They say because there is an expectation that high quality wines are more expensive, people convince themselves they are more pleasurable to drink.

The researchers from the Stanford Graduate School of Business and the California Institute of Technology say such pleasurable expectations trigger activity in the part of the brain that registers pleasure and this happens even though the part of the brain that interprets taste is not affected.

Previous research has examined how advertising and marketing affects behaviour, but this is the first study to demonstrate the direct effect on the brain.

For the study the researchers asked 21 adult volunteers to sample identical bottles of wine presented at different prices and by using brain scans they monitored the neural activity in the medial orbitofrontal cortex - the area of the brain associated with decision-making and pleasure in terms of flavour.

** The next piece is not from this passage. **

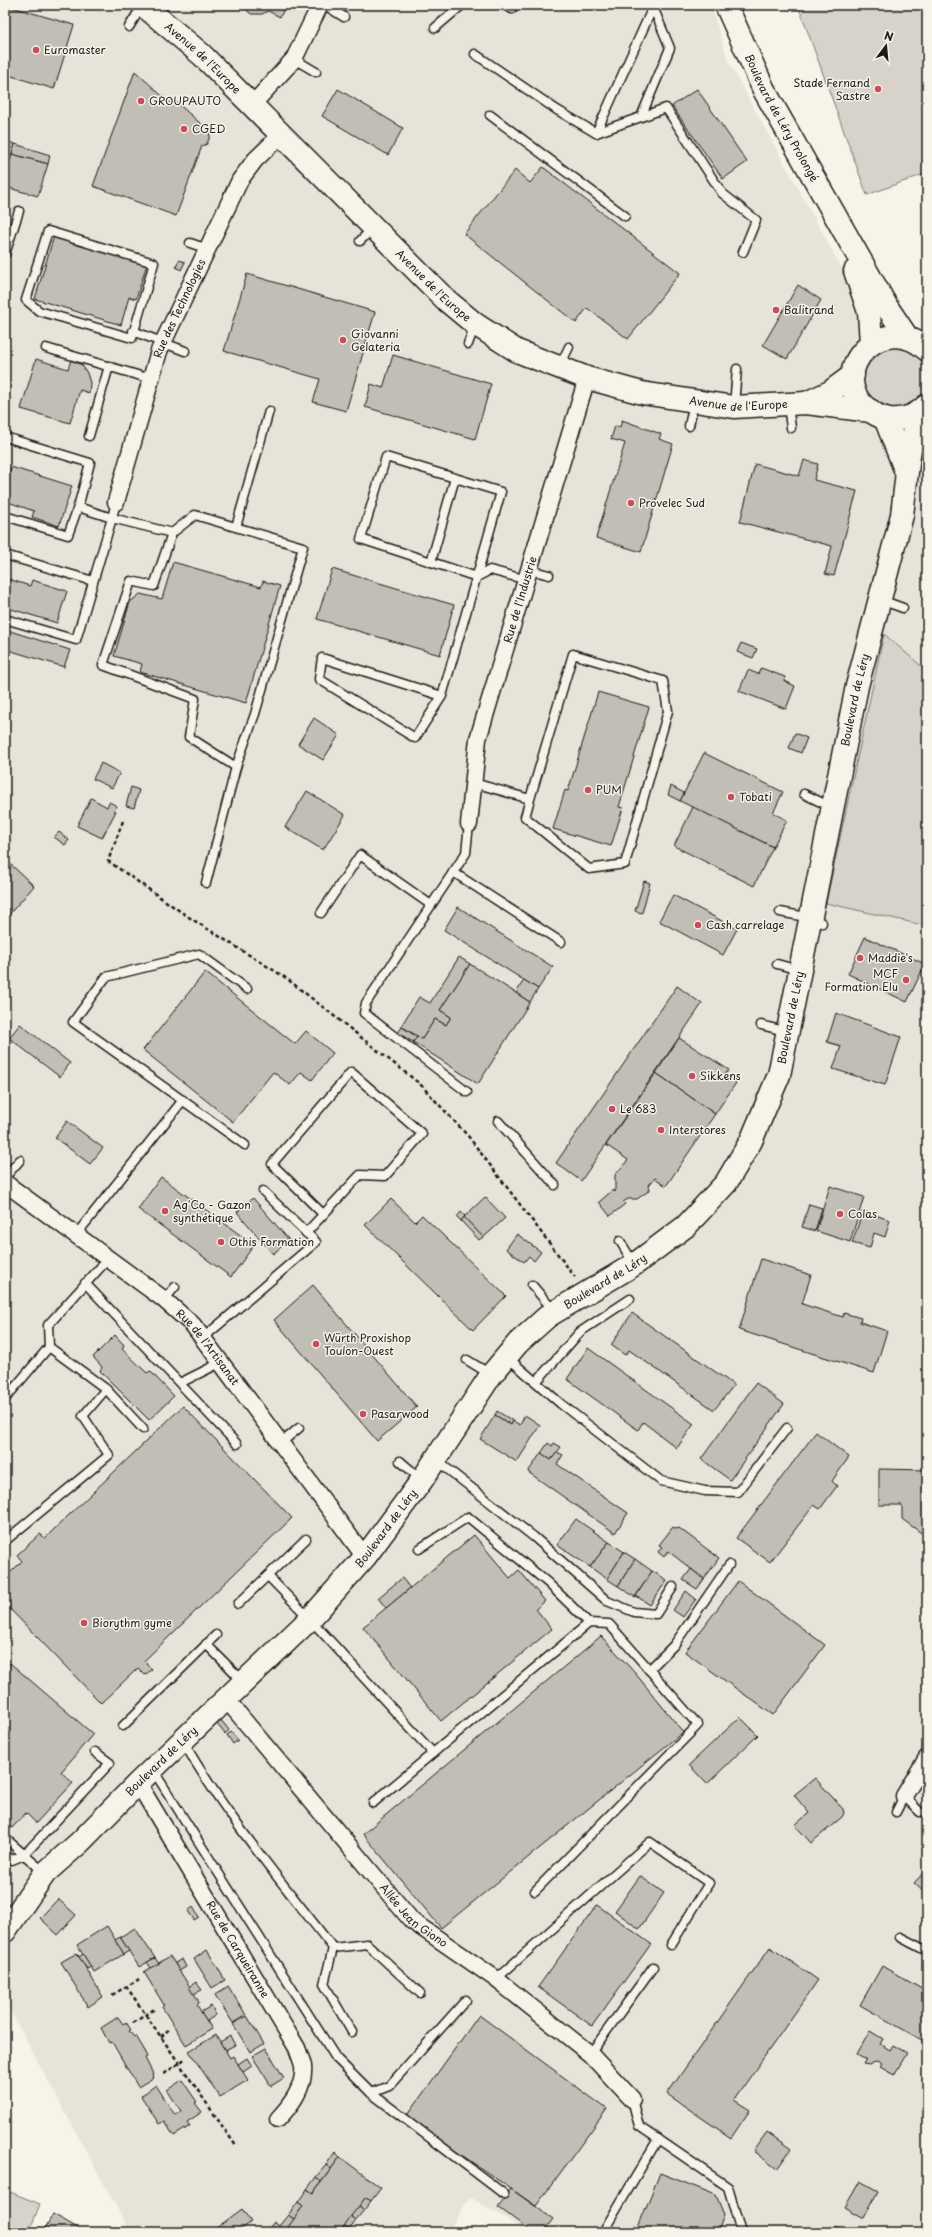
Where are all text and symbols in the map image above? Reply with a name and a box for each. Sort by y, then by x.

They found that the more "expensive" wines were given higher ratings when it came to the amount of pleasure experienced and the part of the brain responsible for pleasure showed significant activity.

The authors say it has been known for some time that people's perceptions are affected by marketing, but it can now be seen that the brain itself is affected by price which may make marketing companies think twice about reducing prices.

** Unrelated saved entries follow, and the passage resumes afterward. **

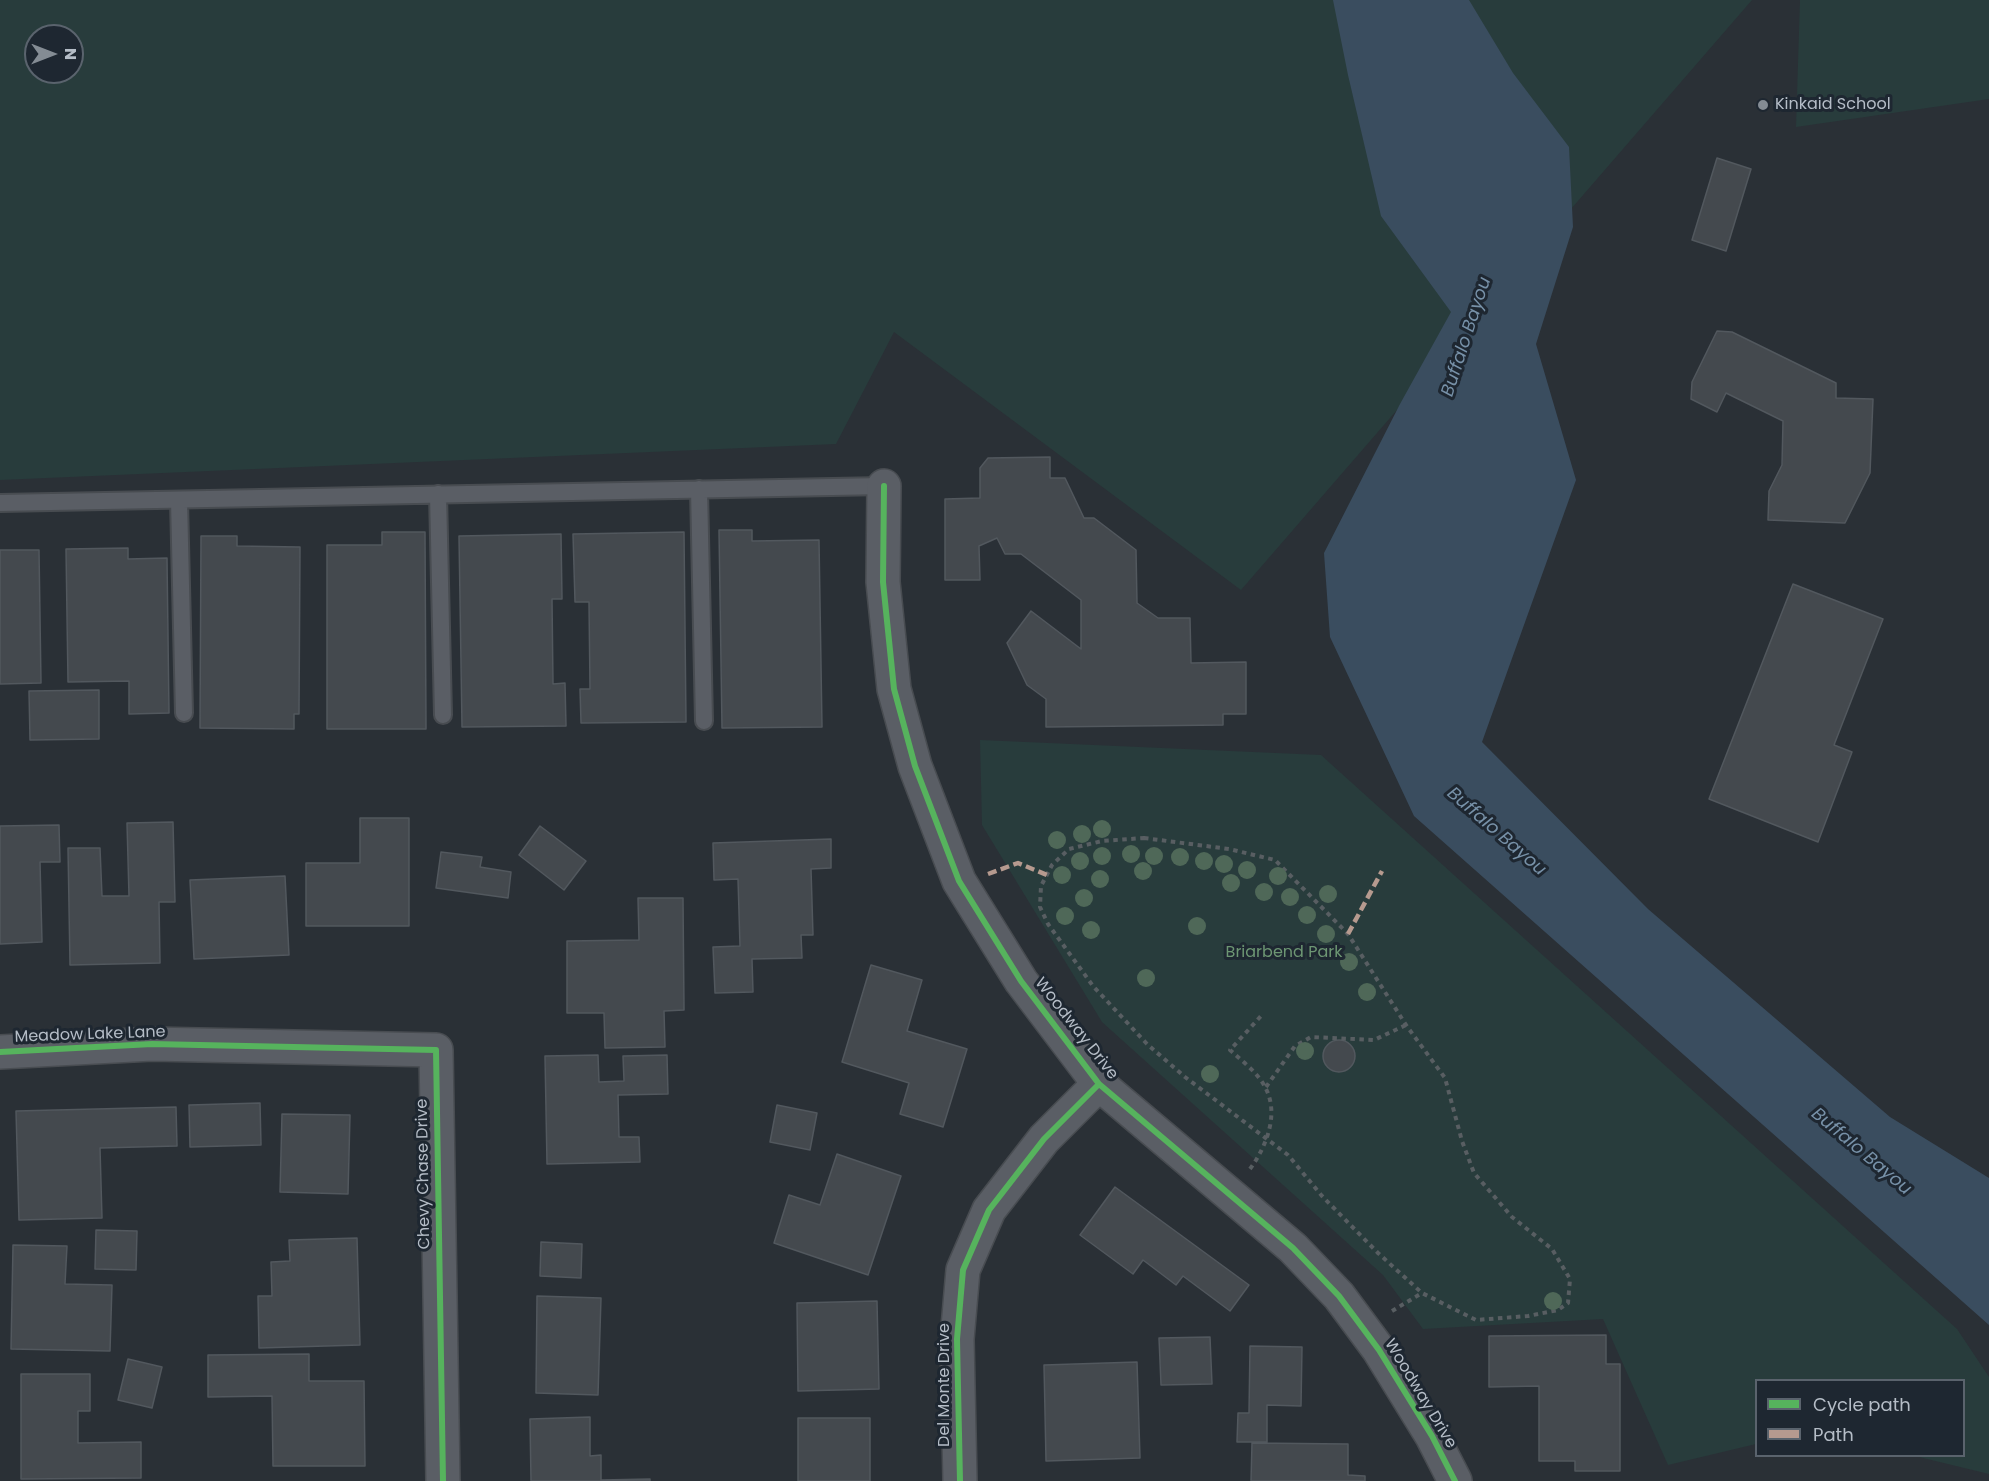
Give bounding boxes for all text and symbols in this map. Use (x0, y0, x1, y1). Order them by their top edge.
north arrow (24, 24, 84, 84)
text: N (59, 48, 82, 60)
place label: Kinkaid School (1775, 95, 1891, 115)
marker: Kinkaid School (1756, 98, 1770, 112)
water label: Buffalo Bayou (1438, 275, 1496, 399)
water label: Buffalo Bayou (1442, 783, 1550, 881)
park label: Briarbend Park (1226, 943, 1342, 963)
street label: Woodway Drive (1030, 974, 1122, 1084)
street label: Meadow Lake Lane (14, 1023, 166, 1047)
street label: Chevy Chase Drive (413, 1098, 435, 1250)
water label: Buffalo Bayou (1806, 1104, 1916, 1200)
street label: Del Monte Drive (935, 1323, 955, 1447)
street label: Woodway Drive (1380, 1336, 1460, 1452)
legend (1755, 1379, 1965, 1457)
text: Cycle path (1813, 1392, 1911, 1417)
text: Path (1813, 1422, 1854, 1447)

The researchers say if an experience is pleasurable, the brain will use it to help guide future choices which has important implications for marketing strategies.

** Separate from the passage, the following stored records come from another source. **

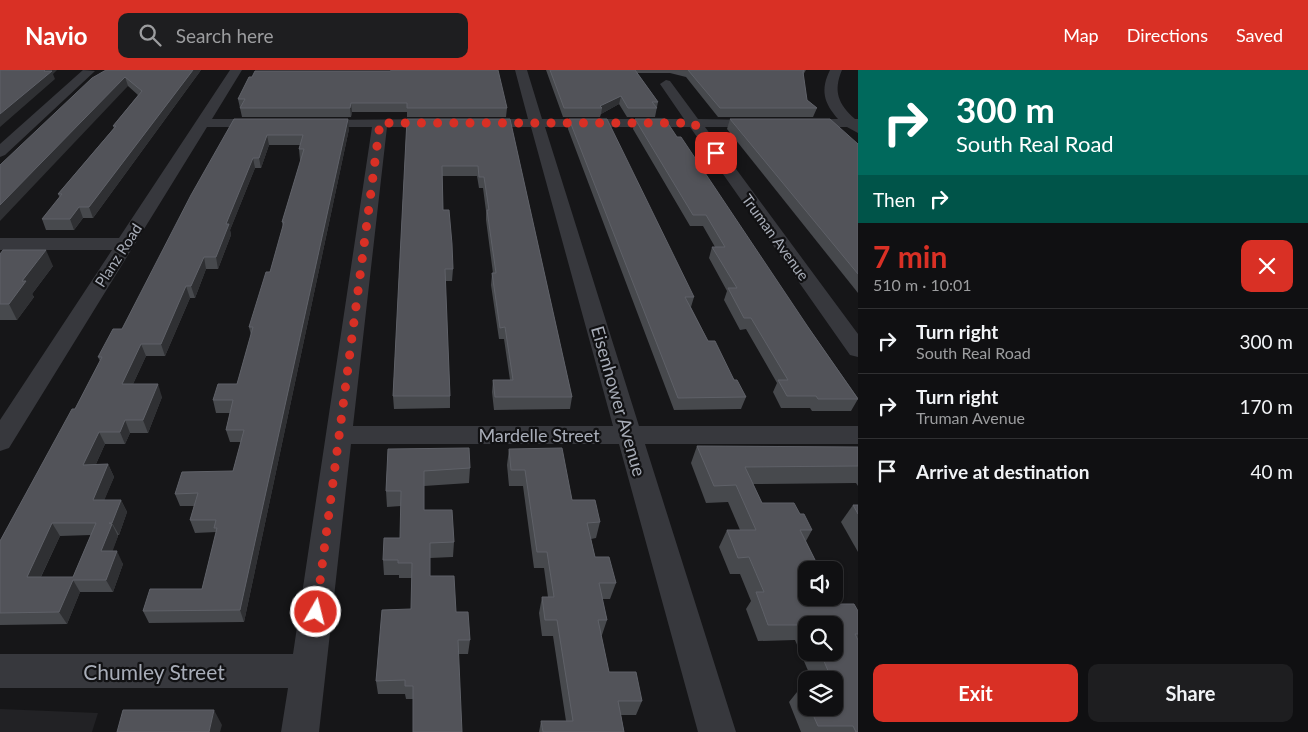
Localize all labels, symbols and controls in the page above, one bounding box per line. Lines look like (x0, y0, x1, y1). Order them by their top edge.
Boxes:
search box (118, 13, 468, 58)
text: Navio (25, 21, 88, 50)
icon: search (136, 21, 164, 49)
text: Search here (176, 24, 274, 47)
text: Map (1063, 24, 1099, 46)
text: Directions (1127, 24, 1208, 46)
text: Saved (1236, 24, 1283, 46)
text: 300 m (956, 88, 1055, 130)
icon: right (873, 90, 938, 155)
text: South Real Road (956, 130, 1114, 157)
pin (695, 132, 737, 174)
icon: arrive (702, 139, 730, 167)
icon: right (925, 185, 953, 213)
text: Then (873, 188, 915, 211)
street label: Truman Avenue (739, 190, 813, 284)
street label: Planz Road (91, 220, 145, 290)
text: 7 min (873, 238, 947, 274)
button: close (1241, 240, 1293, 292)
text: 510 m · 10:01 (873, 275, 972, 294)
text: Turn right (916, 320, 998, 343)
street label: Eisenhower Avenue (587, 323, 651, 479)
icon: right (873, 327, 901, 355)
text: 300 m (1239, 330, 1293, 353)
text: South Real Road (916, 343, 1031, 362)
text: Turn right (916, 385, 998, 408)
icon: right (873, 392, 901, 420)
text: 170 m (1239, 395, 1293, 418)
text: Truman Avenue (916, 408, 1025, 427)
street label: Mardelle Street (478, 424, 600, 446)
icon: arrive (873, 457, 901, 485)
text: Arrive at destination (916, 460, 1089, 483)
text: 40 m (1250, 460, 1293, 483)
map controls (798, 561, 843, 716)
button: sound (798, 561, 843, 606)
position arrow (289, 585, 341, 637)
button: search (798, 616, 843, 661)
street label: Chumley Street (83, 659, 225, 684)
button: Exit (873, 664, 1078, 722)
button: Share (1088, 664, 1293, 722)
button: layers (798, 671, 843, 716)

Experts say the study demonstrates how expectation can drive the sensory experience, to generate pleasure and also how people can be fooled and possibly seduced into spending more than they need to on a product such as wine.

However wine experts say it is not difficult to get the price of wine right, less expensive wine is less interesting and most people would have been able to tell the difference.

They say not everyone is going to enjoy a bottle of wine just because it is expensive.

Lead researcher Antonio Rangel says the experiment showed how "expectation can affect the actual encoding of the pleasantness of the experience."

The study is published in the Proceedings of the National Academy of Sciences.